[Data excerpts]
=====

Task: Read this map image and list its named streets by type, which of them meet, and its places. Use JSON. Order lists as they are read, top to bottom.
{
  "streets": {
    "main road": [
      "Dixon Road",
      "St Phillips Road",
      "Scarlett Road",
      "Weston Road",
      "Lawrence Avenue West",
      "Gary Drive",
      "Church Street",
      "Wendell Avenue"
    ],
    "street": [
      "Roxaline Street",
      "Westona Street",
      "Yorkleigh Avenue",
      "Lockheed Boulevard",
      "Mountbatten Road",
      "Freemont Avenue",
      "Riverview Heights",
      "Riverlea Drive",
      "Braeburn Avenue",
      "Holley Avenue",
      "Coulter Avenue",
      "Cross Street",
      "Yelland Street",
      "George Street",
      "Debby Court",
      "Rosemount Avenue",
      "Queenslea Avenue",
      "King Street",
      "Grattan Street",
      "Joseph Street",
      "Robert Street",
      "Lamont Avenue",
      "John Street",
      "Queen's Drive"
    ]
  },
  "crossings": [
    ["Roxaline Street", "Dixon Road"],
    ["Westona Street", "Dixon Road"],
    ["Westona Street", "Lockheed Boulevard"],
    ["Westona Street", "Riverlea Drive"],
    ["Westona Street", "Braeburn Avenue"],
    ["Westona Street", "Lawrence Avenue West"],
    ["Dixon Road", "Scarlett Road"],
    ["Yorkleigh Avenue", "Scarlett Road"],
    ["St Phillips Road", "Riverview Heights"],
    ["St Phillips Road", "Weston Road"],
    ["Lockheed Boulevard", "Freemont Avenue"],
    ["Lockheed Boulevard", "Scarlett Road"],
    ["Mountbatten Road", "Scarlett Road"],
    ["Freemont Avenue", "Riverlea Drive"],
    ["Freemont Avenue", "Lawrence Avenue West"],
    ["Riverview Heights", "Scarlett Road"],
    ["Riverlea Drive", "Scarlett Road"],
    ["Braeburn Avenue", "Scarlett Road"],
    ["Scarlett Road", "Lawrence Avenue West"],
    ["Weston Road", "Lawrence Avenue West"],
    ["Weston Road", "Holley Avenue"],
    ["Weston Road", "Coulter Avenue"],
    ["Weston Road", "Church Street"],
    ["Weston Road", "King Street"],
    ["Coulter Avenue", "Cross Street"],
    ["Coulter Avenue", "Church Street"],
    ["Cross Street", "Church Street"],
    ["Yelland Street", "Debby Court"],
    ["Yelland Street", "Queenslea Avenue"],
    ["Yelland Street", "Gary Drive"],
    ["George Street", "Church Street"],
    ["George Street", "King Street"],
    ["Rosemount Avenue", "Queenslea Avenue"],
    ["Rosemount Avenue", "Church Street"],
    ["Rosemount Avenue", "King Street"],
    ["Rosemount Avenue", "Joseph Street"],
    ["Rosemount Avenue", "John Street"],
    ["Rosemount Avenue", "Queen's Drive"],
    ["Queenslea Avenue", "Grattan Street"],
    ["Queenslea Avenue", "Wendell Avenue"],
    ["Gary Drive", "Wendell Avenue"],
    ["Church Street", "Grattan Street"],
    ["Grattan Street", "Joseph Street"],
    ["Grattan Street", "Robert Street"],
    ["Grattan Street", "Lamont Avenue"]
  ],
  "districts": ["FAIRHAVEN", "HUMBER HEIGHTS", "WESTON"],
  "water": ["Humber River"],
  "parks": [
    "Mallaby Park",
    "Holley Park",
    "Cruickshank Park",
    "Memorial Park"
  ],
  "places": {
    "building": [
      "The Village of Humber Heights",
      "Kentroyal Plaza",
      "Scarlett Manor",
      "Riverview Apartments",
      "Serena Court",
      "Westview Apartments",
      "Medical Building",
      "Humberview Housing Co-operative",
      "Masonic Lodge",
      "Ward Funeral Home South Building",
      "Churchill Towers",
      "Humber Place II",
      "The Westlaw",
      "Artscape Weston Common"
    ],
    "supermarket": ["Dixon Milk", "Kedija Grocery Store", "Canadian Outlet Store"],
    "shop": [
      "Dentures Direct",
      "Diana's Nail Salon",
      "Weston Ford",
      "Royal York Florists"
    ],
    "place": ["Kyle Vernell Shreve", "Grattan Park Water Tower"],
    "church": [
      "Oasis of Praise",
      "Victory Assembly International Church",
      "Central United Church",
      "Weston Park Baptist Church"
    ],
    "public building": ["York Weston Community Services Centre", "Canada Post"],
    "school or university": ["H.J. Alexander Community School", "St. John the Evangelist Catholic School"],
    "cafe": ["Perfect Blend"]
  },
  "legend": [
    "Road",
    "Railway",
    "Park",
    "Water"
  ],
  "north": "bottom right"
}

=====

*WHAT NEEDS TO BE DONE*:
Exactly as written, transcribe each line of the data.

*TASK SOLUTION*:
Task: Read this map image and list its named streets by type, which of them meet, and its places. Use JSON. Order lists as they are read, top to bottom.
{
  "streets": {
    "main road": [
      "Dixon Road",
      "St Phillips Road",
      "Scarlett Road",
      "Weston Road",
      "Lawrence Avenue West",
      "Gary Drive",
      "Church Street",
      "Wendell Avenue"
    ],
    "street": [
      "Roxaline Street",
      "Westona Street",
      "Yorkleigh Avenue",
      "Lockheed Boulevard",
      "Mountbatten Road",
      "Freemont Avenue",
      "Riverview Heights",
      "Riverlea Drive",
      "Braeburn Avenue",
      "Holley Avenue",
      "Coulter Avenue",
      "Cross Street",
      "Yelland Street",
      "George Street",
      "Debby Court",
      "Rosemount Avenue",
      "Queenslea Avenue",
      "King Street",
      "Grattan Street",
      "Joseph Street",
      "Robert Street",
      "Lamont Avenue",
      "John Street",
      "Queen's Drive"
    ]
  },
  "crossings": [
    ["Roxaline Street", "Dixon Road"],
    ["Westona Street", "Dixon Road"],
    ["Westona Street", "Lockheed Boulevard"],
    ["Westona Street", "Riverlea Drive"],
    ["Westona Street", "Braeburn Avenue"],
    ["Westona Street", "Lawrence Avenue West"],
    ["Dixon Road", "Scarlett Road"],
    ["Yorkleigh Avenue", "Scarlett Road"],
    ["St Phillips Road", "Riverview Heights"],
    ["St Phillips Road", "Weston Road"],
    ["Lockheed Boulevard", "Freemont Avenue"],
    ["Lockheed Boulevard", "Scarlett Road"],
    ["Mountbatten Road", "Scarlett Road"],
    ["Freemont Avenue", "Riverlea Drive"],
    ["Freemont Avenue", "Lawrence Avenue West"],
    ["Riverview Heights", "Scarlett Road"],
    ["Riverlea Drive", "Scarlett Road"],
    ["Braeburn Avenue", "Scarlett Road"],
    ["Scarlett Road", "Lawrence Avenue West"],
    ["Weston Road", "Lawrence Avenue West"],
    ["Weston Road", "Holley Avenue"],
    ["Weston Road", "Coulter Avenue"],
    ["Weston Road", "Church Street"],
    ["Weston Road", "King Street"],
    ["Coulter Avenue", "Cross Street"],
    ["Coulter Avenue", "Church Street"],
    ["Cross Street", "Church Street"],
    ["Yelland Street", "Debby Court"],
    ["Yelland Street", "Queenslea Avenue"],
    ["Yelland Street", "Gary Drive"],
    ["George Street", "Church Street"],
    ["George Street", "King Street"],
    ["Rosemount Avenue", "Queenslea Avenue"],
    ["Rosemount Avenue", "Church Street"],
    ["Rosemount Avenue", "King Street"],
    ["Rosemount Avenue", "Joseph Street"],
    ["Rosemount Avenue", "John Street"],
    ["Rosemount Avenue", "Queen's Drive"],
    ["Queenslea Avenue", "Grattan Street"],
    ["Queenslea Avenue", "Wendell Avenue"],
    ["Gary Drive", "Wendell Avenue"],
    ["Church Street", "Grattan Street"],
    ["Grattan Street", "Joseph Street"],
    ["Grattan Street", "Robert Street"],
    ["Grattan Street", "Lamont Avenue"]
  ],
  "districts": ["FAIRHAVEN", "HUMBER HEIGHTS", "WESTON"],
  "water": ["Humber River"],
  "parks": [
    "Mallaby Park",
    "Holley Park",
    "Cruickshank Park",
    "Memorial Park"
  ],
  "places": {
    "building": [
      "The Village of Humber Heights",
      "Kentroyal Plaza",
      "Scarlett Manor",
      "Riverview Apartments",
      "Serena Court",
      "Westview Apartments",
      "Medical Building",
      "Humberview Housing Co-operative",
      "Masonic Lodge",
      "Ward Funeral Home South Building",
      "Churchill Towers",
      "Humber Place II",
      "The Westlaw",
      "Artscape Weston Common"
    ],
    "supermarket": ["Dixon Milk", "Kedija Grocery Store", "Canadian Outlet Store"],
    "shop": [
      "Dentures Direct",
      "Diana's Nail Salon",
      "Weston Ford",
      "Royal York Florists"
    ],
    "place": ["Kyle Vernell Shreve", "Grattan Park Water Tower"],
    "church": [
      "Oasis of Praise",
      "Victory Assembly International Church",
      "Central United Church",
      "Weston Park Baptist Church"
    ],
    "public building": ["York Weston Community Services Centre", "Canada Post"],
    "school or university": ["H.J. Alexander Community School", "St. John the Evangelist Catholic School"],
    "cafe": ["Perfect Blend"]
  },
  "legend": [
    "Road",
    "Railway",
    "Park",
    "Water"
  ],
  "north": "bottom right"
}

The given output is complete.